THIS WEEK

This week, I spoke with three high performers.

Different roles. Different contexts.
Very similar patterns.

One leads a team of 60.
Another has just stepped into what they once called their “dream role.”
The third has a calendar full of wellness routines - and still feels depleted.

All three are still delivering.
And all three are running on empty.

THE REALITY CHECK

What they’re experiencing isn’t ordinary tiredness.

It’s the kind of exhaustion that shows up when effort keeps increasing, but meaning and control quietly erode.

Motivation fades.
Work becomes transactional.
Days turn into survival mode.

This isn’t about resilience or passion.
And it’s not a personal failure.

It’s a system problem.

The usual response (and why it falls short)

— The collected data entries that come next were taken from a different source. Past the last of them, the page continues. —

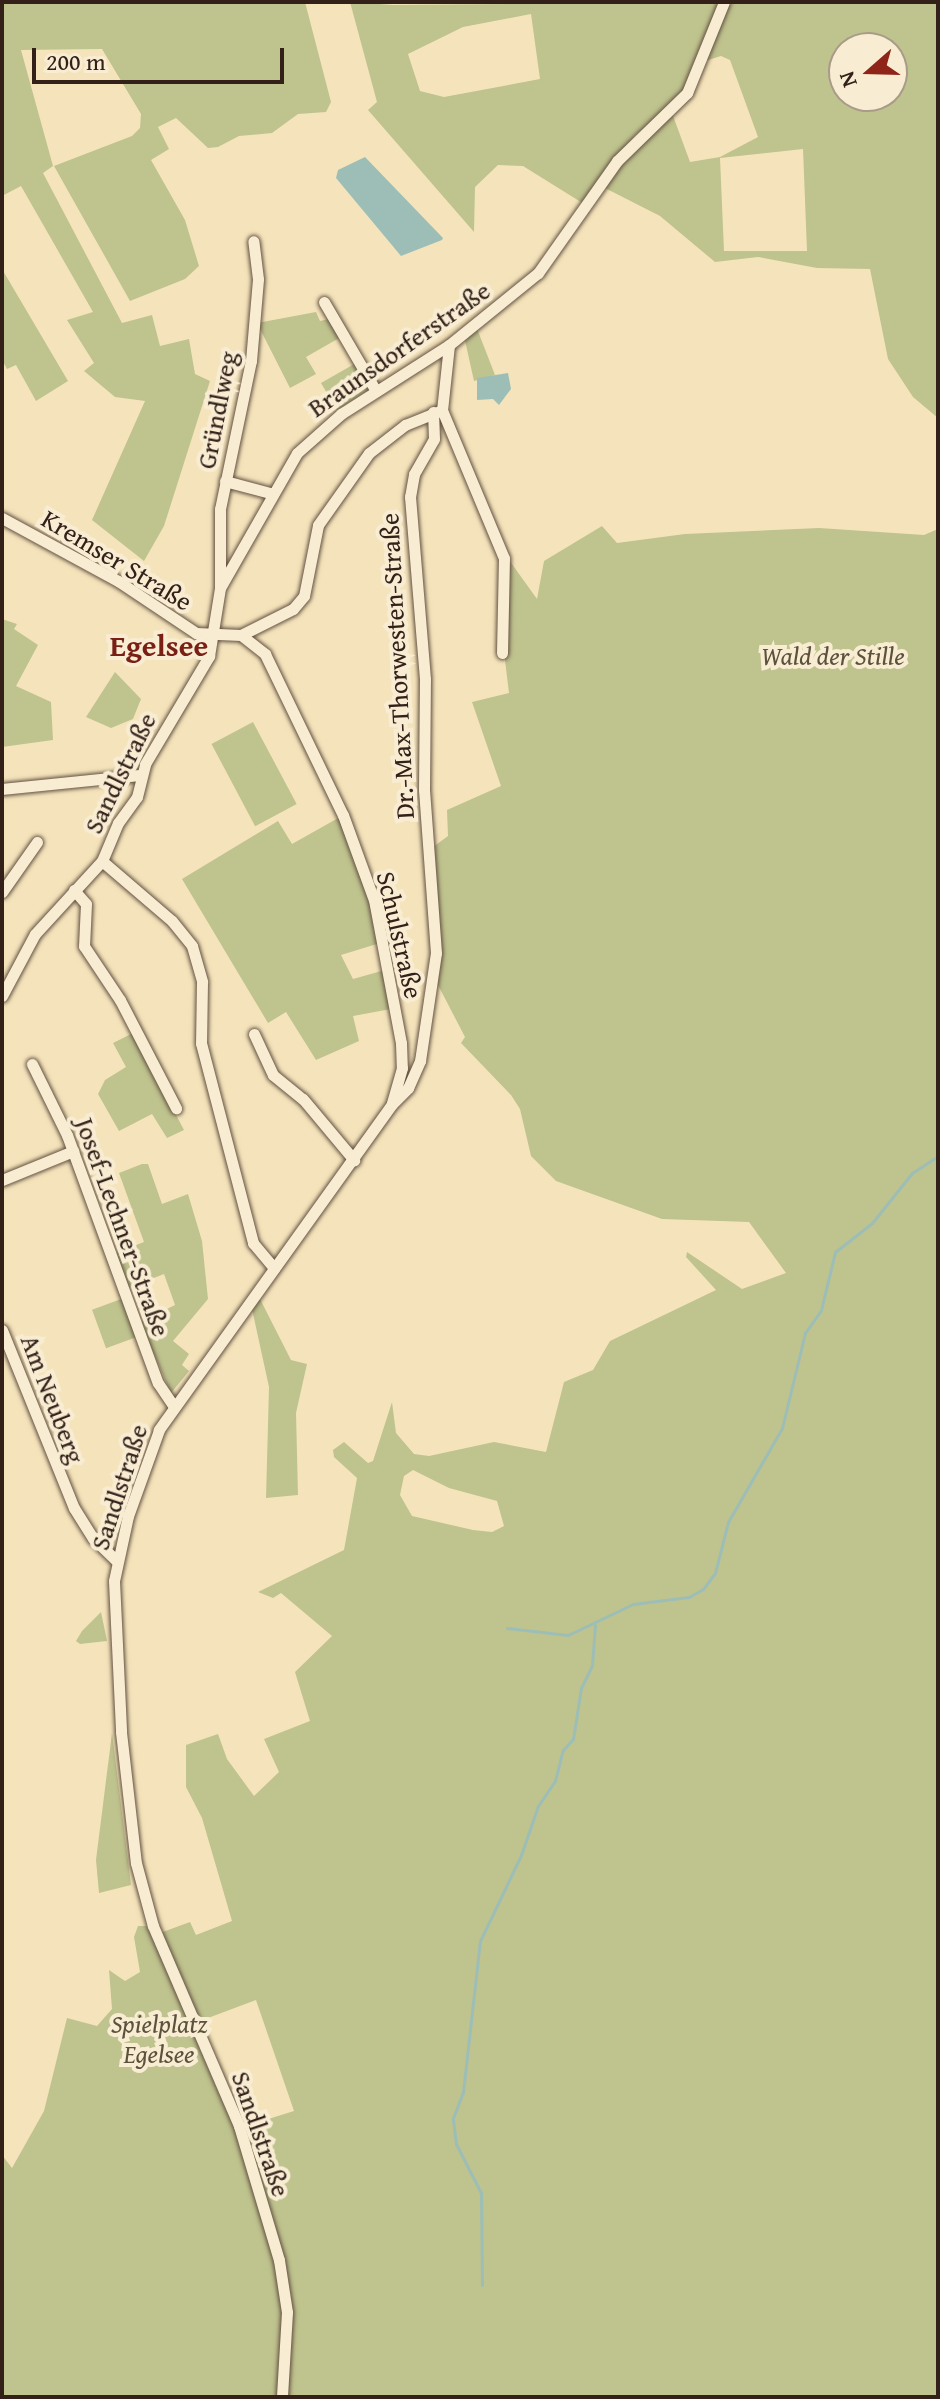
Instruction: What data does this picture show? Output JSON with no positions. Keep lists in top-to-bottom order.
{
  "streets": {
    "street": [
      "Braunsdorferstraße",
      "Gründlweg",
      "Kremser Straße",
      "Dr.-Max-Thorwesten-Straße",
      "Sandlstraße",
      "Schulstraße",
      "Josef-Lechner-Straße",
      "Am Neuberg"
    ]
  },
  "crossings": [
    ["Braunsdorferstraße", "Gründlweg"],
    ["Braunsdorferstraße", "Kremser Straße"],
    ["Braunsdorferstraße", "Dr.-Max-Thorwesten-Straße"],
    ["Braunsdorferstraße", "Sandlstraße"],
    ["Kremser Straße", "Sandlstraße"],
    ["Dr.-Max-Thorwesten-Straße", "Schulstraße"],
    ["Sandlstraße", "Schulstraße"],
    ["Sandlstraße", "Josef-Lechner-Straße"],
    ["Sandlstraße", "Am Neuberg"]
  ],
  "districts": ["Egelsee"],
  "parks": ["Wald der Stille", "Spielplatz Egelsee"],
  "scale_bar": "200 m",
  "north": "left"
}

Most people respond by reaching for fixes that sound responsible:

  • A short break

  • A new productivity tool

  • Another wellness or recovery routine

These things aren’t wrong.
They’re just insufficient.

You return from time off to the same structure.
Stress subsides briefly and then returns.
Even self-care becomes another obligation to manage.

You can’t recover from an unsustainable system inside the same system.

What actually changes things

Burnout isn’t resolved by doing more to cope.
It’s prevented by changing the conditions that drain you.

That starts with clarity.

1. Audit the load, not just the schedule
For one week, capture your recurring meetings and obligations.
Then note - honestly - how each one affects you: energizing, neutral, or draining.

Patterns appear quickly.

If almost nothing gives energy or purpose, that’s not a mindset issue.
That’s a signal.

2. Make the invisible visible
Unsustainable work rarely improves on its own.

Clear conversations about priorities, tradeoffs, and capacity matter more than heroic endurance.

Strong leaders will appreciate a signal before performance erodes.

3. Re-anchor in meaning
Even small windows of purposeful work can counter depletion.

Fifteen intentional minutes - on something that matters - often does more than another efficiency fix.

4. Create real disengagement
Occasional, complete disconnection matters more than constant low-level recovery.

It’s about spending time on things that take your full attention - the kind where there’s simply no room to replay meetings or second-guess decisions.

For many executives, that happens through pursuits that require full presence: physical challenges, hands-on work, creative disciplines, or time spent in environments where attention naturally narrows.

The part most people avoid

You can’t self-care your way out of a broken system.

Change begins with boundaries - especially the ones that quietly became “normal.”

Start with one clear no.
Then another.

Your energy isn’t optional.
It’s the operating system everything else depends on.